-- What is expected --
Which lines of the records below contain the word "white"? Show each one.
---- Available data
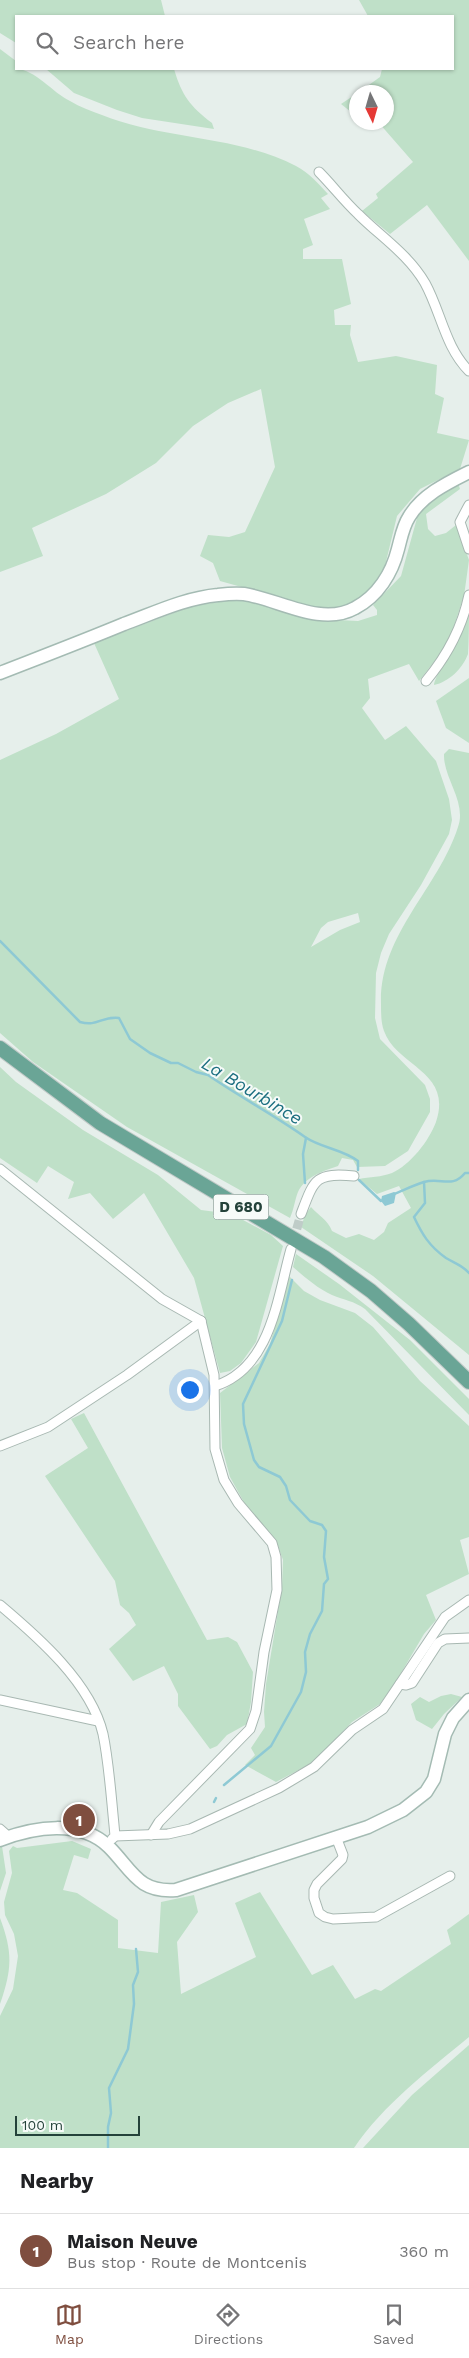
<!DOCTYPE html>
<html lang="en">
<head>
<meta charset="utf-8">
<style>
  body { margin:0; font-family:"Work Sans",sans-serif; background:#f6f6f6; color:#202124 }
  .compass { position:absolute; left:349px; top:85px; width:45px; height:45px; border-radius:50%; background:#fff; box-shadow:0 1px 4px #0004; rotate:175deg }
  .scale { position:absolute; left:15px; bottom:12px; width:125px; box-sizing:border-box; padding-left:5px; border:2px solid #24423a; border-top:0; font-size:14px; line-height:18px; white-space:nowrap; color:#24423a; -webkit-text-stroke:4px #f7fbf9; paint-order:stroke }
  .you { position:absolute; left:189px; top:1389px; width:18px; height:18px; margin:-12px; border:4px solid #fff; border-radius:50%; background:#1a73e8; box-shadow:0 0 0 8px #1a73e833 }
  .badge { display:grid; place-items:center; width:32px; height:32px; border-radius:50%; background:#7f4e3f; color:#fff; font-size:16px; font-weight:700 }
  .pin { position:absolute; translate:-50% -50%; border:2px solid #fff; box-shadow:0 1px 5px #0006 }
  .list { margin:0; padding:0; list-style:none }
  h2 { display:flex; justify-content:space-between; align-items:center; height:65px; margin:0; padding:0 20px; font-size:21px }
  h2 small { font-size:16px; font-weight:400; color:#757577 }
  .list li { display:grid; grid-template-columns:32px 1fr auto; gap:15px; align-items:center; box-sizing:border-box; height:75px; padding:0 20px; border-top:1px solid #e0e0e0 }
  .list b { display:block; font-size:19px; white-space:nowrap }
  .list p { margin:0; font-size:16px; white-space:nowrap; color:#757577 }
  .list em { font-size:16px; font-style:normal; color:#757577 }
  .icon { flex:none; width:28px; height:28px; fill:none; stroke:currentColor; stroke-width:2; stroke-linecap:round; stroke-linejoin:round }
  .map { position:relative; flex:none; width:469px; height:2148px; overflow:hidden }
  .search { position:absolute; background:#fff; box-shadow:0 1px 4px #0004; left:15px; right:15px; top:15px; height:55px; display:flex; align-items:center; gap:12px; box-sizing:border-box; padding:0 18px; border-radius:0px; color:#757577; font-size:19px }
  .sheet { height:140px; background:#fff }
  nav { display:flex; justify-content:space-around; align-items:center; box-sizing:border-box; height:70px; border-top:1px solid #e0e0e0; background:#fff; font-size:14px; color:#757577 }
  nav a { display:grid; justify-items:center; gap:2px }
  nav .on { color:#7f4e3f }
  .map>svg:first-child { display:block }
</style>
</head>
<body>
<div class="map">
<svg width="469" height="2148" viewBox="0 0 469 2148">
  <rect width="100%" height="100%" fill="#e6efeb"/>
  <!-- green -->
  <g fill="#bfe0c8" fill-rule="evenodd">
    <path d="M0,0H161L165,16H16V43L0,33Z"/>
    <path d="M359,0H469V261L427,205L390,234L362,211L378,198L376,194L413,162L379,123L386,122V92H359L380,77L382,69H453V16H368Z"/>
    <path d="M0,49L16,61V69C35,69 53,93 70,101C80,107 91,111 102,115C164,140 236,135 296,166C309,173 318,183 328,194L321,198L330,209L304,219L313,245L303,249V259H342L351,304L334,310L335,325H351L350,335L358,362L396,356L437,365L435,394L444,398L437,433L469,440L460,469L420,489L397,516L384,570L368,591L354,603L343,607H313L220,581L213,563L200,556L208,535L229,537L245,532L275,467L261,389L228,403L193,426L156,463L106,494L32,528L43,556L0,572Z"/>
    <path d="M46,69H174C182,96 190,106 212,123L214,129L142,118L117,110L74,93Z"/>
    <path d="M356,94V116L341,104Z"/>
    <path d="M458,483L460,489L426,514L428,529L435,536L446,533L456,525L469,560L464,596L448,644L419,681L409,664L368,679L370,698L362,708L385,740L406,726L436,761L449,799L452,820L449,834L421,885L389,934L381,953L376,973L375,1018L380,1039L425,1085L430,1099V1112L408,1151L385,1166L357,1167L353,1160L342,1158L338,1166C323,1171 305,1177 298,1192C295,1199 294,1209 290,1218L127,1127L33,1062L0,1033V760L56,734L119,699L94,643L192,606L232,600L239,599L319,619L358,621L377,615V610L373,605L401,576L417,518L423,508L438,494ZM358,913L360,922L340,930L311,947L321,928L328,922Z"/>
    <path d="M469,606C469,618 469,644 468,654C463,668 449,682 434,685C434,677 459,638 464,626C466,620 467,613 469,606Z"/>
    <path d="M469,678V743L446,728L436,701Z"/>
    <path d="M449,749L469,753V1355L373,1276L301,1227L305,1215L311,1207C319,1216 328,1220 332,1231L346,1238L359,1234L374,1240L384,1232L388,1223L411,1208L399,1186L377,1194L359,1179C369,1177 382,1177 392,1173C410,1165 429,1141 436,1122C453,1071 397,1067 384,1031C381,1023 381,1013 381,1004C379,935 438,889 458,827C467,802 443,778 444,754Z"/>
    <path d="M0,1067L16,1082L83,1130L158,1175L201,1210L232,1214L271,1235L283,1246L256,1342L241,1363L230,1371L220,1373L194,1278L144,1193L113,1219L90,1193L68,1199L74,1182L48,1166L37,1183L0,1158Z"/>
    <path d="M296,1254L339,1284L410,1340L469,1399V1415L365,1309C354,1301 344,1300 332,1295C317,1288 306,1278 293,1267Z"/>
    <path d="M289,1276L304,1291L320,1300L355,1313L373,1327L420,1381L469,1426V1537L460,1540L469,1574L426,1595L436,1620L424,1634L394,1685L380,1704L352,1722L314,1762L276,1782L245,1765L255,1755L251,1748L265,1727L264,1712L266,1684L282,1587L283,1560L277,1543L246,1506L230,1477L222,1448L220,1393L259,1363L270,1344Z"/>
    <path d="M84,1413L207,1640L228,1637L237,1642L253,1672L251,1702L247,1724L227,1735L217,1746L210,1749L178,1706V1694L164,1666L133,1681L109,1649L136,1625L129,1613L120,1605L115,1581L45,1476L88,1448L71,1419Z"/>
    <path d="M451,1694L462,1697L444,1714L432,1729L416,1720L411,1704L420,1697L429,1702L441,1696Z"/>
    <path d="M72,1841L91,1849L88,1859L74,1855L63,1890L77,1893L118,1920V1948L158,1953L161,1902L194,1895L198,1912L177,1942L181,1994L256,1957L235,1903L260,1892L312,1975L333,1965L355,1999L375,1989L381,1991L451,1944L447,1930L469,1914V2037C429,2070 383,2105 354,2148H0V2016L13,1989L18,1956L14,1934L5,1915L4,1902L12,1873L9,1851L13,1846L17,1848Z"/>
    <path d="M2,1846L6,1873L0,1891V1847Z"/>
    <path d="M0,1918C13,1953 12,1969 0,2004Z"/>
    <path d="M469,2045V2148H363L412,2095Z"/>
  </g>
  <!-- water -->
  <path fill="#8ec9d4" d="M394,1192L396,1193L394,1203L385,1206L381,1201L382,1196Z"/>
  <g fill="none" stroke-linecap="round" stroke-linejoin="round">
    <!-- stream -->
    <g stroke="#8ec9d4" stroke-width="2.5">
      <path d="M0,941L80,1022C98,1027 101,1016 119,1018L130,1039L150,1053L171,1063H178L196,1072L208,1075C240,1097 274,1115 305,1137C321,1148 342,1149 358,1161V1170"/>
      <path d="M359,1180L381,1201L383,1200"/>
      <path d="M424,1182L425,1203L414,1217C422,1234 429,1246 446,1258C454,1263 462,1265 469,1273"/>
      <path d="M305,1183L303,1154L306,1138"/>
      <path d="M394,1194C404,1190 414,1185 424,1182C441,1177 452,1189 465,1173H469"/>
      <path d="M224,1785L271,1746L301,1692L306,1672L305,1652L310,1634L322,1611L324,1584L328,1579L324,1557L326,1531L322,1525L310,1521L290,1500L286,1486L280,1477L259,1467L254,1460L244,1424L243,1404L282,1321L292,1280"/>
      <path d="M214,1802L216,1798"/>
      <path d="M108,2148V2127L111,2113L109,2088L128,2049L134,2004L133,1985L138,1972L136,1949"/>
    </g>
    <!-- street-tunnel -->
    <path stroke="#bfccc8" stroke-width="9" stroke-dasharray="9 4.5" stroke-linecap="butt" d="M293,1242L301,1214"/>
    <!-- street casing -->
    <g stroke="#a8b8b2" stroke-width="11">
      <g id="street">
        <path d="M319,172C332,185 344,201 358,214C381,237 408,254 425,283C441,312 445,347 469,371"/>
        <path d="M469,505L460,522L469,549"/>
        <path d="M426,681C447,656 462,628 469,595"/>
        <path d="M0,1169L162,1299L201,1321"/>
        <path d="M301,1214C314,1180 315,1172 354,1176"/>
        <path d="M215,1386C271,1368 277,1299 291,1249"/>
        <path d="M0,1446L48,1427L127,1375L201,1321"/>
        <path d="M0,1605C38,1637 91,1683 103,1734C109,1763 111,1795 114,1825L115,1836L112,1839"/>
        <path d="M400,1684L406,1685L412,1683L438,1643L445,1639L469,1638"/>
        <path d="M0,1700L98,1721"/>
        <path d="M0,1829L9,1837"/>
        <path d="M151,1835L159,1822L250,1729L256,1711L264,1652L277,1590L276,1557L272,1543L238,1503L224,1480L215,1449L214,1375L201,1321"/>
        <path d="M115,1836L168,1834L190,1829L279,1788L314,1767L352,1730L383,1709L445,1617L469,1600"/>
        <path d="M336,1837L343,1855L342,1859L317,1884L314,1890V1898L319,1913L325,1917L333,1919L376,1917L450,1876"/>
      </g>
    </g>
    <!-- secondary casing -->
    <g stroke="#a4bbb3" stroke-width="15">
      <g id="secondary">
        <path d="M0,673C41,657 83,641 124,624C154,613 185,598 218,595C226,594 235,593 244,594C278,599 321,627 355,608C378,596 392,573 398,549C401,538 403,526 409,517C422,495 447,483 469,472"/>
        <path d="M0,1840C34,1827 80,1819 109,1847C132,1870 138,1893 176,1890L368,1827L403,1810L426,1792L434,1779L445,1734L453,1718L469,1700"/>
      </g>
    </g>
    <!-- primary casing -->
    <g stroke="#c2cac8" stroke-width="16">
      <path id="primary" d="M0,1048L100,1123L324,1257L371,1291L409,1324L469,1382"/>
    </g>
    <!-- street -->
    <use href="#street" stroke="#fff" stroke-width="9"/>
    <!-- secondary -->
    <use href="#secondary" stroke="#fff" stroke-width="12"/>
    <!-- primary -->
    <use href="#primary" stroke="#6aa596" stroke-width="14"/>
  </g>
  <g text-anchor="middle" stroke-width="4" stroke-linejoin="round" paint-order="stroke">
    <!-- shield labels -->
    <rect fill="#f7fbf9" stroke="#637a73" stroke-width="1" x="213.5" y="1194.5" width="55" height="25" rx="4"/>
    <g font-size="15" font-weight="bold" fill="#24423a">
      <text x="241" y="1212">D 680</text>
    </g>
    <!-- water labels -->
    <g font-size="18" font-style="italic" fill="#1c6f80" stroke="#f7fbf9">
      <text transform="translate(252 1091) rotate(31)" y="6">La Bourbince</text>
    </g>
  </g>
</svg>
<svg class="compass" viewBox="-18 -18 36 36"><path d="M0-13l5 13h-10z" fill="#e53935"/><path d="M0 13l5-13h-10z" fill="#757577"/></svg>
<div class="scale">100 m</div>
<div class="you"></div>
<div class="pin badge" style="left:79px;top:1820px">1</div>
<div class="search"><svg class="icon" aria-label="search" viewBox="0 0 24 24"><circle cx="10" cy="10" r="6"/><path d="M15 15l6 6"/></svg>Search here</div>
</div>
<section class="sheet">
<h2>Nearby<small></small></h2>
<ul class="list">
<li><span class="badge">1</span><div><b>Maison Neuve</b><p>Bus stop · Route de Montcenis</p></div><em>360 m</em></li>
</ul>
</section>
<nav>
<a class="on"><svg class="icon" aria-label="map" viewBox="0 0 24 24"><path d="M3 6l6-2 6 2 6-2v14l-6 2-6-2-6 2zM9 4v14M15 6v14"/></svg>Map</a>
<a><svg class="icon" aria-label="directions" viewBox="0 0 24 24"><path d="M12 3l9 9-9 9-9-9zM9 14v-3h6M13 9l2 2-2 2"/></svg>Directions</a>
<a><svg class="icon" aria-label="saved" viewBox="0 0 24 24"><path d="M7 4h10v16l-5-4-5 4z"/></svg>Saved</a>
</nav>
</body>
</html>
--------
-- Expected answer --
  .scale { position:absolute; left:15px; bottom:12px; width:125px; box-sizing:border-box; padding-left:5px; border:2px solid #24423a; border-top:0; font-size:14px; line-height:18px; white-space:nowrap; color:#24423a; -webkit-text-stroke:4px #f7fbf9; paint-order:stroke }
  .list b { display:block; font-size:19px; white-space:nowrap }
  .list p { margin:0; font-size:16px; white-space:nowrap; color:#757577 }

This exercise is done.